The principles outlined in the fifth volume reflect a system that prioritizes productive investment and social stability over short-term financial gains, he said.

"Finance always has lived in the short run," he said. In contrast, he added, China's governance framework repeatedly stresses that finance should serve the real economy rather than speculative interests.

Jon Taylor, chair of the Department of Political Science and Geography at the University of Texas at San Antonio, said that even a preliminary look at the fifth volume highlights issues central to China's current development agenda.

"What's fascinating about it is it's touching upon some topics that are really important thematically for China right now," Taylor said.

He stressed the idea of new quality productive forces, highlighting their role in fostering advancements in high-tech and smart technologies.

"This has led to alarm bells in the West, particularly in the US," he said. "All of a sudden, people are screaming and yelling that China's going to take over the world. China's not going to take over the world."

Integrated view

Melissa Cambuhy, an economics professor and president of the iBRICS+ think tank in Brazil, said the book mirrors an unstable world where risks are interconnected.

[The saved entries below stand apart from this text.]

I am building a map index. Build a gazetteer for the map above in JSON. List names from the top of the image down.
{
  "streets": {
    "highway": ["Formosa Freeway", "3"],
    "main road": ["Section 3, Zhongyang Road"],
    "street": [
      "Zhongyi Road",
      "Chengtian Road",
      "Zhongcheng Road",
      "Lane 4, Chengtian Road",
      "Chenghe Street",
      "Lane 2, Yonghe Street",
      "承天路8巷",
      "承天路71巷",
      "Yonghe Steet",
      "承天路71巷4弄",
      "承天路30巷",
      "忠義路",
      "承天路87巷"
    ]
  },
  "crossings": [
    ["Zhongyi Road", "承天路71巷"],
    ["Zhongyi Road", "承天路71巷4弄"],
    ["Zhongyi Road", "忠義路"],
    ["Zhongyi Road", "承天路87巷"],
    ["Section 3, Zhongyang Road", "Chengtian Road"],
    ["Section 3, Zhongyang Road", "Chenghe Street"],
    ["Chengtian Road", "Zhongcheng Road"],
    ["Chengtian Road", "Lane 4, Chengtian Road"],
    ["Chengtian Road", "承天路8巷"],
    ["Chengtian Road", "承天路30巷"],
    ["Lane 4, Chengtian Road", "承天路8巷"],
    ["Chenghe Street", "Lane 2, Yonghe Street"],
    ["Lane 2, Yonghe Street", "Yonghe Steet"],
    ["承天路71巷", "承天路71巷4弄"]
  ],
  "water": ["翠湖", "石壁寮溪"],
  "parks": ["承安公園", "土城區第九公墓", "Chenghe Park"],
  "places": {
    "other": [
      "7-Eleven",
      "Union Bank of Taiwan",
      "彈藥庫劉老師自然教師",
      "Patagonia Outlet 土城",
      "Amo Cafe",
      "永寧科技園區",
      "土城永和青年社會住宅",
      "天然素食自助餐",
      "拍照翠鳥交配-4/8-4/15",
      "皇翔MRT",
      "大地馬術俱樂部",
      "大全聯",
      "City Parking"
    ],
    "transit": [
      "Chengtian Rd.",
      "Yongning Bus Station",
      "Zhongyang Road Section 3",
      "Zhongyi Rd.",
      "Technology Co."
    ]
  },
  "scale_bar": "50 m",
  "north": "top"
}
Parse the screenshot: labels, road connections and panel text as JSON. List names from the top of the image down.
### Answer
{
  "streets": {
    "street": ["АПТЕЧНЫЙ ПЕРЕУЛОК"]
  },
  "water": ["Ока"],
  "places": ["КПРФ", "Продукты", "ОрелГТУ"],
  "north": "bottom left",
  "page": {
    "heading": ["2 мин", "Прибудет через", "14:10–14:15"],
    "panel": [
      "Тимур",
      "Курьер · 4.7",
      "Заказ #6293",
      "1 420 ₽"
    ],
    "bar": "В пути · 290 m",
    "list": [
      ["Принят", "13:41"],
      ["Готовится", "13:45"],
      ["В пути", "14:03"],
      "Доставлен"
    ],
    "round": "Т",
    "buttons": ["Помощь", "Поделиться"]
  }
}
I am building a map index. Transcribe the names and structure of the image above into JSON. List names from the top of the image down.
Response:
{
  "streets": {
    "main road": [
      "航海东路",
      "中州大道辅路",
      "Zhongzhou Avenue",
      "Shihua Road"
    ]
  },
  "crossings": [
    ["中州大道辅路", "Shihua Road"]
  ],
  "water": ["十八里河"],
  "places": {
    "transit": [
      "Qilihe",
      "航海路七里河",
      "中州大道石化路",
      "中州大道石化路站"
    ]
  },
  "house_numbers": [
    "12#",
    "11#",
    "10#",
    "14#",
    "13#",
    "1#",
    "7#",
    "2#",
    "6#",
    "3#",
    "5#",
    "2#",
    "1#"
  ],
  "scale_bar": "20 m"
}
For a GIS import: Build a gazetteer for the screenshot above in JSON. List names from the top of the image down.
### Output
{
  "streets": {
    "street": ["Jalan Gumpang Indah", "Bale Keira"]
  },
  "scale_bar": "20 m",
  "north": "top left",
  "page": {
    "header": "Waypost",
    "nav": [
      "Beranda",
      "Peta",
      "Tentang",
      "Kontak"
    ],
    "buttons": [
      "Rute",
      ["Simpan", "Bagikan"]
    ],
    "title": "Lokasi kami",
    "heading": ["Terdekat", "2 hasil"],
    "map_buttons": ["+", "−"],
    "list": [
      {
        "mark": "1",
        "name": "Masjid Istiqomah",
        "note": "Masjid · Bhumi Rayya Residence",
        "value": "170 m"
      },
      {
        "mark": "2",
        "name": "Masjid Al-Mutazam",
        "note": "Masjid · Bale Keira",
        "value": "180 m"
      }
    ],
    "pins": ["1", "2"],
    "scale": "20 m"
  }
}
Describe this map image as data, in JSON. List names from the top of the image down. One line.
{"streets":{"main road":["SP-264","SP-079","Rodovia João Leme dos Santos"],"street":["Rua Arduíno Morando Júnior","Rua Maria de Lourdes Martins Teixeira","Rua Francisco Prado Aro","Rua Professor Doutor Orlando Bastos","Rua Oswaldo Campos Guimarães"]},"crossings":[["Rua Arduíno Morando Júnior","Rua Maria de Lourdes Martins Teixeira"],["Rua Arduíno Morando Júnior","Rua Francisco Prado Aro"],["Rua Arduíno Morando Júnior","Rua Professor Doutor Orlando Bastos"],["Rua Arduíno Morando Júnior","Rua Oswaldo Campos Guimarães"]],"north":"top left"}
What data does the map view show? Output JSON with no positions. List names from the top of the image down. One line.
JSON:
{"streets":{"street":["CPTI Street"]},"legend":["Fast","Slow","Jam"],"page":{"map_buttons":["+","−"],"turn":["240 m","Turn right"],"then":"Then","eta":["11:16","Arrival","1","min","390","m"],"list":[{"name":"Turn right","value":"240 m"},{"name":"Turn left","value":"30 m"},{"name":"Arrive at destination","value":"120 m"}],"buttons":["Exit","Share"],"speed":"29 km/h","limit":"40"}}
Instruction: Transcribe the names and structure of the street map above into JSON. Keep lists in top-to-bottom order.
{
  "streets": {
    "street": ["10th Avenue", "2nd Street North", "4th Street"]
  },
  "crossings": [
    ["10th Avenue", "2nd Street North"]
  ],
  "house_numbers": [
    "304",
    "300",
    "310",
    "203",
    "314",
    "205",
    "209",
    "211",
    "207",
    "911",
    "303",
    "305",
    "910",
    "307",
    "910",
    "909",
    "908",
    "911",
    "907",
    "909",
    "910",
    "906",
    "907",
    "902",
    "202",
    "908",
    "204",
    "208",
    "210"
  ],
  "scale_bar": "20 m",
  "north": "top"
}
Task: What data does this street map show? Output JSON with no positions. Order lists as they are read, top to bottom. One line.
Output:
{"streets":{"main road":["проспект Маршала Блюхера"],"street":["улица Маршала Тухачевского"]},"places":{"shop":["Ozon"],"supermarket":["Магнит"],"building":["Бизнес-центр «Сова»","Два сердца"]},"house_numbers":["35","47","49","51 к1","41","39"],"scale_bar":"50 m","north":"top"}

"I emphasize the integrated view of development and security," Cambuhy said. "Health, climate, technology and finance require cooperation instead of conflicting and exclusionary blocs.

"The distinctive feature is treating domestic sustainability as a precondition for external credibility," she said. "China links internal goals of decarbonization, clean reindustrialization and common prosperity to an international offer of green infrastructure, accessible financing and technology transfer."

Through this approach, she said the vision of building a community with a shared future for humanity "stops being rhetoric and becomes a framework for cooperation grounded in common development".

Tiago Camarinha Lopes, a professor of political economy at the Federal University of Goias in Brazil and a visiting researcher at Northeast Normal University in China, said President Xi, in the book, presents new elements, outlining mechanisms to create and maintain a multilateral global order.

Moving away from confrontation-driven frameworks could help reduce ideological tension, he said. "It is necessary to abandon divisive dichotomies such as 'democracy versus authoritarianism' and 'liberalism versus autocracy'."

Helio Rocha is a freelance journalist for China Daily.